Stored data
--- START ---
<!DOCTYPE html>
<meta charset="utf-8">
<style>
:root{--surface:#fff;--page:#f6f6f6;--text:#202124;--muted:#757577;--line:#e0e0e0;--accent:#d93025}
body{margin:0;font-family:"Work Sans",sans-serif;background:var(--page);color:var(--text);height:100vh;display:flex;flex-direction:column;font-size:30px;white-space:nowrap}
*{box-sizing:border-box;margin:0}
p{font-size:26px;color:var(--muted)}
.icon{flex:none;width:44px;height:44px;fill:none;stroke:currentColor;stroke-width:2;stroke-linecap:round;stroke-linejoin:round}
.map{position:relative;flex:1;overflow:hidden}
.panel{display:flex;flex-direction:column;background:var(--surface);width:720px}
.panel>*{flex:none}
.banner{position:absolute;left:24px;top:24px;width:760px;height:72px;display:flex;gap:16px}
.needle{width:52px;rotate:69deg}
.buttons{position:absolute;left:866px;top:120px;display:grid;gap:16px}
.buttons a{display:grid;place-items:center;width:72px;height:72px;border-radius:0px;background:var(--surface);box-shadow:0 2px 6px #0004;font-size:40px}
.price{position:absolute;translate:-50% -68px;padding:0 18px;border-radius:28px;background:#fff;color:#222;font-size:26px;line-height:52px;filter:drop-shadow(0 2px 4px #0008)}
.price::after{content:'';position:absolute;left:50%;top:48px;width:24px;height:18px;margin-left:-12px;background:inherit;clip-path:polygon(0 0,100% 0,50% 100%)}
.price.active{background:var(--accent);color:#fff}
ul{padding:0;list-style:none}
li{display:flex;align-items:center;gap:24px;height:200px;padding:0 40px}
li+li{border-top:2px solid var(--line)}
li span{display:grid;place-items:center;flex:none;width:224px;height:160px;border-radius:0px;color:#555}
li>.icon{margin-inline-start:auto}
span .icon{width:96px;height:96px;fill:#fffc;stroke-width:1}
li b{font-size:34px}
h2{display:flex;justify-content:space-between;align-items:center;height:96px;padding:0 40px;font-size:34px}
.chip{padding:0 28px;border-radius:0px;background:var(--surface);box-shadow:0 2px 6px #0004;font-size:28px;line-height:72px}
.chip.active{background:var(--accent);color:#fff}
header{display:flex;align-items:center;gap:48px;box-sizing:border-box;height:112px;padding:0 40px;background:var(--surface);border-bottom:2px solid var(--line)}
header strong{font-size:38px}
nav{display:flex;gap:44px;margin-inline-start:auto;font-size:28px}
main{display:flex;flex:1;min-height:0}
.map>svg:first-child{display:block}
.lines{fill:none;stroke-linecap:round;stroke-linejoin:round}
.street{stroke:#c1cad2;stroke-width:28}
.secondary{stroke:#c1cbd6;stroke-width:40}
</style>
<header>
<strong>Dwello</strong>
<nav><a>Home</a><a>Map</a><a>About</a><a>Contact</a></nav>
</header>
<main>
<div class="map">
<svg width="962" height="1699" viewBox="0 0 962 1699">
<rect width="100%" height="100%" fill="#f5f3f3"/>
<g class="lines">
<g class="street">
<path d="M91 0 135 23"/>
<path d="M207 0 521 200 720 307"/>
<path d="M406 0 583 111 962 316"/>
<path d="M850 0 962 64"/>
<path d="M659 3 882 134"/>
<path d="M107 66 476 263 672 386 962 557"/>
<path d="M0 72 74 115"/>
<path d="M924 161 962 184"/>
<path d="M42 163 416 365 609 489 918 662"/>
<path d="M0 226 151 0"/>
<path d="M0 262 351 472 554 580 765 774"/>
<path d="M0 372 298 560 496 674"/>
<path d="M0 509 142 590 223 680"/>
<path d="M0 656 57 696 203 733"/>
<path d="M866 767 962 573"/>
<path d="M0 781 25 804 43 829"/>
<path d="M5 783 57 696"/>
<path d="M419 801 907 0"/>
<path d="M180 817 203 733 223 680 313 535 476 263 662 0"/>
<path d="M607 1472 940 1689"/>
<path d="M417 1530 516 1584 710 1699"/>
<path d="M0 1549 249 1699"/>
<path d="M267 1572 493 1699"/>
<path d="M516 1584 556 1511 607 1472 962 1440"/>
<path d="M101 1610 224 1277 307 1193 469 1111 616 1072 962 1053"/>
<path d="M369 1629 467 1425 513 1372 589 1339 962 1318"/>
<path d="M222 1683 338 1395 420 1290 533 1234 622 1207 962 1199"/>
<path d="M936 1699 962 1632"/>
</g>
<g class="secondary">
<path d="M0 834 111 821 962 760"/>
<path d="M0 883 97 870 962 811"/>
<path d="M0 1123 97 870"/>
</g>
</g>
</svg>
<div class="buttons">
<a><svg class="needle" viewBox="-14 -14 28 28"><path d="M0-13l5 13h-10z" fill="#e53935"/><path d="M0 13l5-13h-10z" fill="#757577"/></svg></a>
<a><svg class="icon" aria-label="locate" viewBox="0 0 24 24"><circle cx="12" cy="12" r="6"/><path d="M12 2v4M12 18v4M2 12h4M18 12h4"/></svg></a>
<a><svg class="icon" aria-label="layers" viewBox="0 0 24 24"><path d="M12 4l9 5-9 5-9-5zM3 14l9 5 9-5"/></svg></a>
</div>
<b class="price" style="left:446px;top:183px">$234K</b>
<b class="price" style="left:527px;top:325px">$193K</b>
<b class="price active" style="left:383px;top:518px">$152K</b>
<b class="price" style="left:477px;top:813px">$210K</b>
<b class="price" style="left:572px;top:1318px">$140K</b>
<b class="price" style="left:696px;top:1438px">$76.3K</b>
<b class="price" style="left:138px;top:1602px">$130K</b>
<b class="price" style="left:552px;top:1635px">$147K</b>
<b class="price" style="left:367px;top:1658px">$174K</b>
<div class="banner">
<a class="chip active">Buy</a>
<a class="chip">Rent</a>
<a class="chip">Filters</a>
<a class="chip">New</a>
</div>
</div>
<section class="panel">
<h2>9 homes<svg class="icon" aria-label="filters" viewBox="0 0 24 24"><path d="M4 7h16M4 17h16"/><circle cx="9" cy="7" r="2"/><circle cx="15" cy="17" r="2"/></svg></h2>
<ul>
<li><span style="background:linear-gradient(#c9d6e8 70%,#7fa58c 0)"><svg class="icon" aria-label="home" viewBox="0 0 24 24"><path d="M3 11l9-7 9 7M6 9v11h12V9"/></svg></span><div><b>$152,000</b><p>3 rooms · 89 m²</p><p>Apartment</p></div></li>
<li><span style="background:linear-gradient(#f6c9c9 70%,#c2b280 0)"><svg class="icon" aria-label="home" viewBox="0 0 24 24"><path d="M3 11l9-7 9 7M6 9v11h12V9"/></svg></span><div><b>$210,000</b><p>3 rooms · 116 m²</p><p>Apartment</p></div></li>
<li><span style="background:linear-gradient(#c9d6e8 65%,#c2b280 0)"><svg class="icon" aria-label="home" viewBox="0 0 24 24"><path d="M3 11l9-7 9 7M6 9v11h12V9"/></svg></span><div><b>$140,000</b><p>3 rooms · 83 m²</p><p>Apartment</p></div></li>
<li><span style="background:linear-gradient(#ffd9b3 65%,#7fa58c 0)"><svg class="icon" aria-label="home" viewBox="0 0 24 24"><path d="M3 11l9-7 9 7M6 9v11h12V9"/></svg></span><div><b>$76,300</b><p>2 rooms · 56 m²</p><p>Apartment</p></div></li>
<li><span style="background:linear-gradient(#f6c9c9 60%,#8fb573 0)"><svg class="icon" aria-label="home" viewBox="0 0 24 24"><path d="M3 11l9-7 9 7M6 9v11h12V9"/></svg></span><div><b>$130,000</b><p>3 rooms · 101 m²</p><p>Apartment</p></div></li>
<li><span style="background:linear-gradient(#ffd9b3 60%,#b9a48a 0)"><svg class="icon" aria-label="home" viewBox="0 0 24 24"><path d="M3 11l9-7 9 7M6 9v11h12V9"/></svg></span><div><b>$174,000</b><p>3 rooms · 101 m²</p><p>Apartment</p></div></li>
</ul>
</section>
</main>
--- END ---
TASK INSTRUCTIONS
Lines with the word "inline": copy each one from the data above.

REPLY
li>.icon{margin-inline-start:auto}
nav{display:flex;gap:44px;margin-inline-start:auto;font-size:28px}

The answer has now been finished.